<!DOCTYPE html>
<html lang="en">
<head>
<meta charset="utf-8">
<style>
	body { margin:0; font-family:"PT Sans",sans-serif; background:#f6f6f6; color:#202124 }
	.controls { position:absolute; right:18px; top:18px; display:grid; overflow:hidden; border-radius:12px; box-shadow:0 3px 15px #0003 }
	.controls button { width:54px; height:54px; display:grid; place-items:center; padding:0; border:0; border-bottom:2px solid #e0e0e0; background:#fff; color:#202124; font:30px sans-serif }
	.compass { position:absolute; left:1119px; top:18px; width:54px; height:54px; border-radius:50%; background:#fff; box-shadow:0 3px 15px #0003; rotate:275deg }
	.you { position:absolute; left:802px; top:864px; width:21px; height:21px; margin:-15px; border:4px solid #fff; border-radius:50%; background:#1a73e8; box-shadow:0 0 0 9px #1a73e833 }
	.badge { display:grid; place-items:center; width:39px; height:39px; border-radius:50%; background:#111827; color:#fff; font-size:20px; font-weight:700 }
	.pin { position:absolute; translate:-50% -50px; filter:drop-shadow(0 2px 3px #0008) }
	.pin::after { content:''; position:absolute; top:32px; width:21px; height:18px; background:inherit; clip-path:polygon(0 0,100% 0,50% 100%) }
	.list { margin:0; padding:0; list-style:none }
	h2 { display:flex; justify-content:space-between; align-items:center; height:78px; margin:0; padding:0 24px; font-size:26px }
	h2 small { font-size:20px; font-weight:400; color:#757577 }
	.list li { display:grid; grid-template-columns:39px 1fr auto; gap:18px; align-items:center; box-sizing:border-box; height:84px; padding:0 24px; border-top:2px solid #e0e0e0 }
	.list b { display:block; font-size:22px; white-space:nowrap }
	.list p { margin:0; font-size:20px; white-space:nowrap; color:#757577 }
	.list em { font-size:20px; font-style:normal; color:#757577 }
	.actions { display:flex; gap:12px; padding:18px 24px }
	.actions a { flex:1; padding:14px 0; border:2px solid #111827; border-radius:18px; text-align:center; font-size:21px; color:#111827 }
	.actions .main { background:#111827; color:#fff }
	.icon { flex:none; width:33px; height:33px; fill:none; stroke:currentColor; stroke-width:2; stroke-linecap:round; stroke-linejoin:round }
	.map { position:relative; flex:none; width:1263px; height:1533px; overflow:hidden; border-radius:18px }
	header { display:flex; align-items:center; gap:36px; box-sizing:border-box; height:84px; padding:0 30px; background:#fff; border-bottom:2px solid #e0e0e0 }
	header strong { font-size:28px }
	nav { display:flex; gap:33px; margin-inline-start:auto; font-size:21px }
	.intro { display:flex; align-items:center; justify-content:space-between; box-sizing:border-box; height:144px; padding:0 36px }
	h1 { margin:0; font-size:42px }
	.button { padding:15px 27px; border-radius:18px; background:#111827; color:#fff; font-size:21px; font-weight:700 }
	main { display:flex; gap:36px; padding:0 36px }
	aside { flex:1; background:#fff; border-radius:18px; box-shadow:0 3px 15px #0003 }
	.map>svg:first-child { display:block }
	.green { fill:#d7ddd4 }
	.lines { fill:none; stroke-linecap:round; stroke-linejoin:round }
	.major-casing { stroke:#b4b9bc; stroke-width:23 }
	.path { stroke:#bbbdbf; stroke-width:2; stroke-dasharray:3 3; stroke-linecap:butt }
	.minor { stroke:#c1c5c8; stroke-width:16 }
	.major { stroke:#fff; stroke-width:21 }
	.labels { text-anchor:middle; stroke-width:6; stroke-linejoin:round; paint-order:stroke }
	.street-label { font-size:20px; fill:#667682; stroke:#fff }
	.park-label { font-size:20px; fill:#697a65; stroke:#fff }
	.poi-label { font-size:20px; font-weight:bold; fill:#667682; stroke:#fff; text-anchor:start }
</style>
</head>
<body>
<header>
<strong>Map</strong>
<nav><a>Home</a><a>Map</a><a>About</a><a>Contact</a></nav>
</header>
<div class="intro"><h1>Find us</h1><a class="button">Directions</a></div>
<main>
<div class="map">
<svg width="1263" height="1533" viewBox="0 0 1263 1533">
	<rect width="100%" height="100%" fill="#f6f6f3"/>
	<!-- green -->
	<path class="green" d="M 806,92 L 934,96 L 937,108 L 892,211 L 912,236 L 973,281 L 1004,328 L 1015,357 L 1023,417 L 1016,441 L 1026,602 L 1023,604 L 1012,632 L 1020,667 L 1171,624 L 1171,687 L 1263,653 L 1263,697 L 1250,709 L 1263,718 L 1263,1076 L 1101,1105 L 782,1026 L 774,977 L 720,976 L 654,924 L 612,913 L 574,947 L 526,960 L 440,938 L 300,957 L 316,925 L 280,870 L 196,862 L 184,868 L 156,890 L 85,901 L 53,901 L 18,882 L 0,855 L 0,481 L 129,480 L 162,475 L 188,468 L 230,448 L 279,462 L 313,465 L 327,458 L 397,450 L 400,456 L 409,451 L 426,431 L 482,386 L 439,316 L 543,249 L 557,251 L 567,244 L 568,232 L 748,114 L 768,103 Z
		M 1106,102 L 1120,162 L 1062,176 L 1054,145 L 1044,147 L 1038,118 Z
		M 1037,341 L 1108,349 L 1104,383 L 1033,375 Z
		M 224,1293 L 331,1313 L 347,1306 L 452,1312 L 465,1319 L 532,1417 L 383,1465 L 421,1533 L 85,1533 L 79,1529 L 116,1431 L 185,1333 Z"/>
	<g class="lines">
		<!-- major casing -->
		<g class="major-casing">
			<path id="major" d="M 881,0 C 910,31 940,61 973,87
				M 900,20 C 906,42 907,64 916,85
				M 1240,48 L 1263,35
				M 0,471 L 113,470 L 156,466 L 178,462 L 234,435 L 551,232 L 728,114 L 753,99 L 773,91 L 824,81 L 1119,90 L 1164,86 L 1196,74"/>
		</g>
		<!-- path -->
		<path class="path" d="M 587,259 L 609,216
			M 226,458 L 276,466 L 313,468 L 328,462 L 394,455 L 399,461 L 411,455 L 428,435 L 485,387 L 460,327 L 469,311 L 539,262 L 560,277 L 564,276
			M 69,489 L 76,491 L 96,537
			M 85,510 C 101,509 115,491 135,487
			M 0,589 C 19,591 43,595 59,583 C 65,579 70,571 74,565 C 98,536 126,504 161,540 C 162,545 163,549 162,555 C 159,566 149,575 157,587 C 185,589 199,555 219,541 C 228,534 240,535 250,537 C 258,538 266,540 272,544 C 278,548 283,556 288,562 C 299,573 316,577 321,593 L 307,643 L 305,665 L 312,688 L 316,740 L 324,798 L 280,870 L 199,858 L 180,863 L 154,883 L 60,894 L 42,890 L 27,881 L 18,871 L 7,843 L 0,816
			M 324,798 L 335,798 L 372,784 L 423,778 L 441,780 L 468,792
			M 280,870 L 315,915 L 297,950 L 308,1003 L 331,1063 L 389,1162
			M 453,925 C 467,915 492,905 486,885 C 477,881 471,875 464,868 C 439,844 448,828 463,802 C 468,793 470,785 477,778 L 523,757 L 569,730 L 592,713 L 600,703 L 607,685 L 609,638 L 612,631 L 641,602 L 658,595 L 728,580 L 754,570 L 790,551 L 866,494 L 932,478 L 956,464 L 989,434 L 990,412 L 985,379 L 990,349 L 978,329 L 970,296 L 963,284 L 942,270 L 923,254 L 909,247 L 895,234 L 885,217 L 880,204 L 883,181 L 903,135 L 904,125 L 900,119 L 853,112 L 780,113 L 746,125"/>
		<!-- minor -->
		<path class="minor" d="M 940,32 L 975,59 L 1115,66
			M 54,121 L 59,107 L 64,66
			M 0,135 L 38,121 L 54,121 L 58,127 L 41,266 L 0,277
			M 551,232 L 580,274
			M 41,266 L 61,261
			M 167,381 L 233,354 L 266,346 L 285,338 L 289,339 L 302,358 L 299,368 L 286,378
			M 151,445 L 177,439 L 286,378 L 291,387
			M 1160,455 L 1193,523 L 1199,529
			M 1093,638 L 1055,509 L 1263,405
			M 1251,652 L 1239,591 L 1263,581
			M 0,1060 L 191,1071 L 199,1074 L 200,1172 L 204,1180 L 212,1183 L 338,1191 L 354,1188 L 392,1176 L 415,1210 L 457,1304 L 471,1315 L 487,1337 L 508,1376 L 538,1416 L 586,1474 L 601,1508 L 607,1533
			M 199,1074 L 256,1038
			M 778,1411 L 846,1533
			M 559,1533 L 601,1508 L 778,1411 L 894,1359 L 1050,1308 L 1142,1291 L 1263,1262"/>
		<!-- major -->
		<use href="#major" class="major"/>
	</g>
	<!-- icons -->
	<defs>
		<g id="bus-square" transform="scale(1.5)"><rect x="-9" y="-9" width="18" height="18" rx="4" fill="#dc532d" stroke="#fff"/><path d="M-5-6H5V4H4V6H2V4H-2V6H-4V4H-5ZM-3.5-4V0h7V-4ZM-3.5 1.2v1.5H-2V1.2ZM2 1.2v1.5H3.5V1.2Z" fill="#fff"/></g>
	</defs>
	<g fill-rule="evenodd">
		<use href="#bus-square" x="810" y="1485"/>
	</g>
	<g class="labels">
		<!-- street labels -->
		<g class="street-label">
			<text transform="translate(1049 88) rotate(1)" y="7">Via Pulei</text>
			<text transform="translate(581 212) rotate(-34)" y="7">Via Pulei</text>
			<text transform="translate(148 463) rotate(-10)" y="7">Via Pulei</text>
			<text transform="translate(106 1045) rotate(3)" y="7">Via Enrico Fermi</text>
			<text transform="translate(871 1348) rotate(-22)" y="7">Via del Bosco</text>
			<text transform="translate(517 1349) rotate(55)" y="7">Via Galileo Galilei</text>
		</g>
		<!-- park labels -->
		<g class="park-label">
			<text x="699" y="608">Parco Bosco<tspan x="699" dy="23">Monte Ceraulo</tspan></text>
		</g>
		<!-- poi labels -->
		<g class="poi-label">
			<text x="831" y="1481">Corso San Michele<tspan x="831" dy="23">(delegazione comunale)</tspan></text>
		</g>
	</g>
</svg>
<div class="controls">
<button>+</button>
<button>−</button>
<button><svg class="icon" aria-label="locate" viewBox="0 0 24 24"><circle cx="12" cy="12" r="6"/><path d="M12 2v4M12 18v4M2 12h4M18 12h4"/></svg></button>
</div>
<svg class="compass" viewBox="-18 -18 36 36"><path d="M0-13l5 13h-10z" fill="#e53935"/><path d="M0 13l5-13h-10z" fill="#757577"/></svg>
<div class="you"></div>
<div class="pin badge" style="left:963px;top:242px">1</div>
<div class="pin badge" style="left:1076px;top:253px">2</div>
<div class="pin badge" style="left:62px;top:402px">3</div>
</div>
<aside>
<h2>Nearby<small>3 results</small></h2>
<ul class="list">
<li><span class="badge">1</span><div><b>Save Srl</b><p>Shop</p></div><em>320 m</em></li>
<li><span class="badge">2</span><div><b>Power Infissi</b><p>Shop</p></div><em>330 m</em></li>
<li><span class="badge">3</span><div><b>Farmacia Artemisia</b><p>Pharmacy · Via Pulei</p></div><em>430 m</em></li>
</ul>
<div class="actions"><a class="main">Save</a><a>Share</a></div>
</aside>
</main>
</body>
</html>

##########

DIRECTIONS: Going over every line of the entries, tally those containing the string "shadow" and report only the figure.

TASK ANSWER: 5